Produced in painted vinyl, the figure was notably marketed as a bath toy, a detail that is both humorous and conceptually precise. This functional framing aligns directly with the installation itself: a floating body, suspended in water, stripped of narrative urgency.

The material treatment is intentionally matte and subdued, avoiding any unnecessary gloss or spectacle. The color palette—muted, almost introspective—contrasts with earlier, more vibrant releases, reinforcing the contemplative tone of the work.

The reclining Companion introduces a subtle but important shift in KAWS’s visual language. Historically, the character often appears hunched, withdrawn, or self-conscious. Here, it is fully extended—open, exposed, yet oddly at peace.

There is an ambiguity to this posture. It may suggest rest, but also inertia; calm, but also absence. The closed eyes—rendered through the X—can be read as a gesture of withdrawal from the world, a refusal of engagement. In the context of a floating installation, this ambiguity becomes even more pronounced: is the figure drifting, or has it simply let go?

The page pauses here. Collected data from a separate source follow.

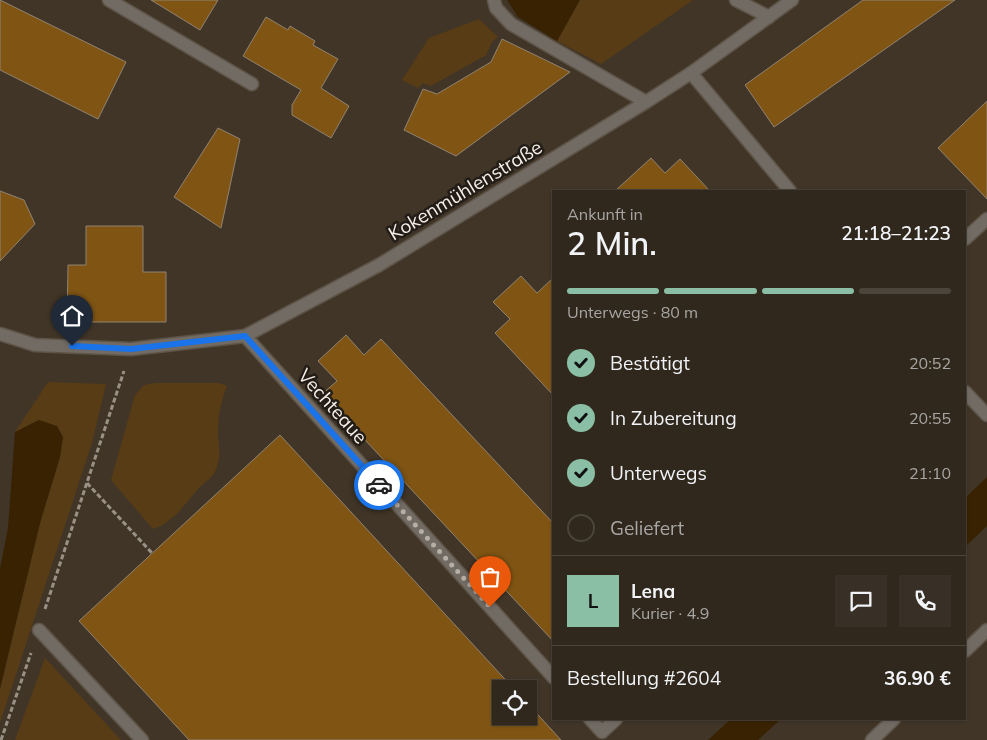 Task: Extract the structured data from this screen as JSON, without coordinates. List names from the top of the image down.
{
  "streets": {
    "street": ["Kokenmühlenstraße", "Vechteaue"]
  },
  "crossings": [
    ["Kokenmühlenstraße", "Vechteaue"]
  ],
  "page": {
    "heading": ["2 Min.", "Ankunft in", "21:18–21:23"],
    "panel": [
      "Lena",
      "Kurier · 4.9",
      "Bestellung #2604",
      "36.90 €"
    ],
    "bar": "Unterwegs · 80 m",
    "list": [
      ["Bestätigt", "20:52"],
      ["In Zubereitung", "20:55"],
      ["Unterwegs", "21:10"],
      "Geliefert"
    ],
    "round": "L"
  }
} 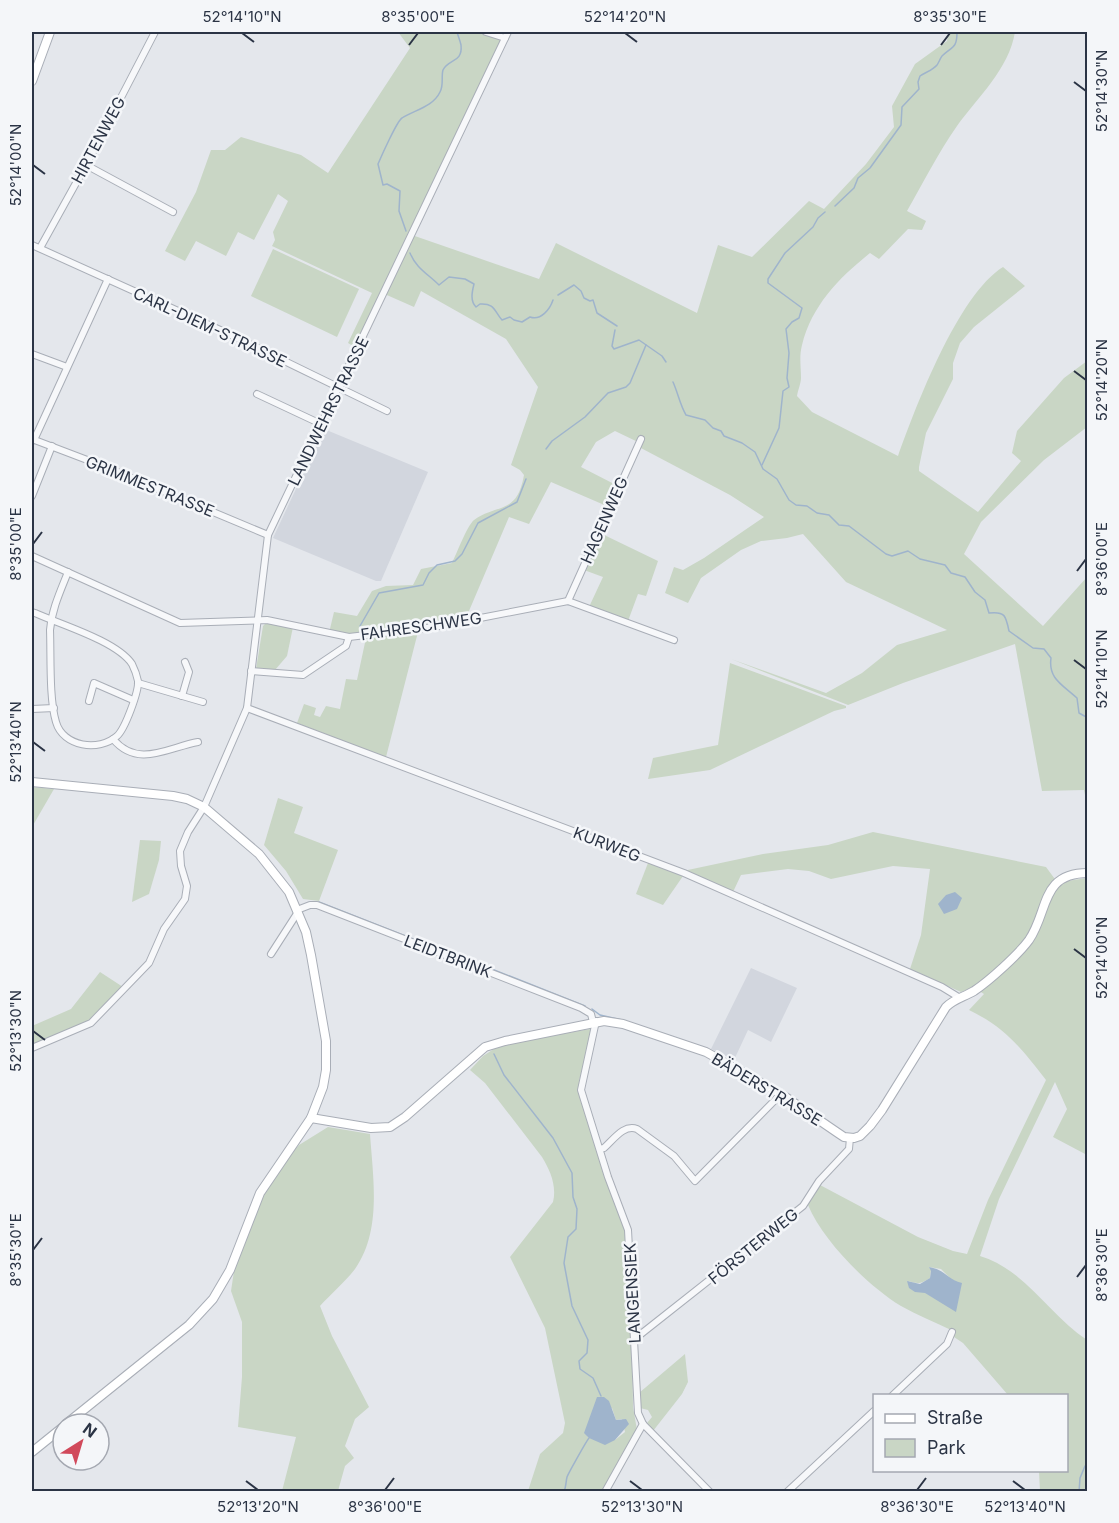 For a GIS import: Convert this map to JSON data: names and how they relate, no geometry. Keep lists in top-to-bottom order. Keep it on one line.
{"streets":{"street":["HIRTENWEG","CARL-DIEM-STRASSE","LANDWEHRSTRASSE","GRIMMESTRASSE","HAGENWEG","FAHRESCHWEG","KURWEG","LEIDTBRINK","BÄDERSTRASSE","FÖRSTERWEG","LANGENSIEK"]},"crossings":[["HIRTENWEG","CARL-DIEM-STRASSE"],["CARL-DIEM-STRASSE","LANDWEHRSTRASSE"],["LANDWEHRSTRASSE","GRIMMESTRASSE"],["LANDWEHRSTRASSE","FAHRESCHWEG"],["LANDWEHRSTRASSE","KURWEG"],["HAGENWEG","FAHRESCHWEG"],["LEIDTBRINK","BÄDERSTRASSE"],["LEIDTBRINK","LANGENSIEK"],["BÄDERSTRASSE","FÖRSTERWEG"],["BÄDERSTRASSE","LANGENSIEK"],["FÖRSTERWEG","LANGENSIEK"]],"legend":["Straße","Park"],"north":"top right","coordinates":["52°14'10\"N","8°35'00\"E","52°14'20\"N","8°35'30\"E","52°14'30\"N","52°14'00\"N","8°36'00\"E","52°13'40\"N","52°13'30\"N","8°36'30\"E","52°13'20\"N"]}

The bath toy format adds a second layer of irony. What is presented as a playful object is, in essence, a distilled version of a monumental public artwork. KAWS collapses scale, function, and meaning into a single gesture—turning a poetic installation into something that can quite literally float in a bathtub.

As the first release in the HOLIDAY series, the Korea edition carries a foundational importance. It established the core principles of the project: a traveling format, a monumental installation in a public or natural environment, and an accompanying collectible object that echoes the experience.

Subsequent chapters—Taipei, Hong Kong, Mount Fuji, Bristol, Singapore—would expand on this formula, but Korea remains the conceptual origin point. It is where the idea of Companion as a global, nomadic presence first took shape.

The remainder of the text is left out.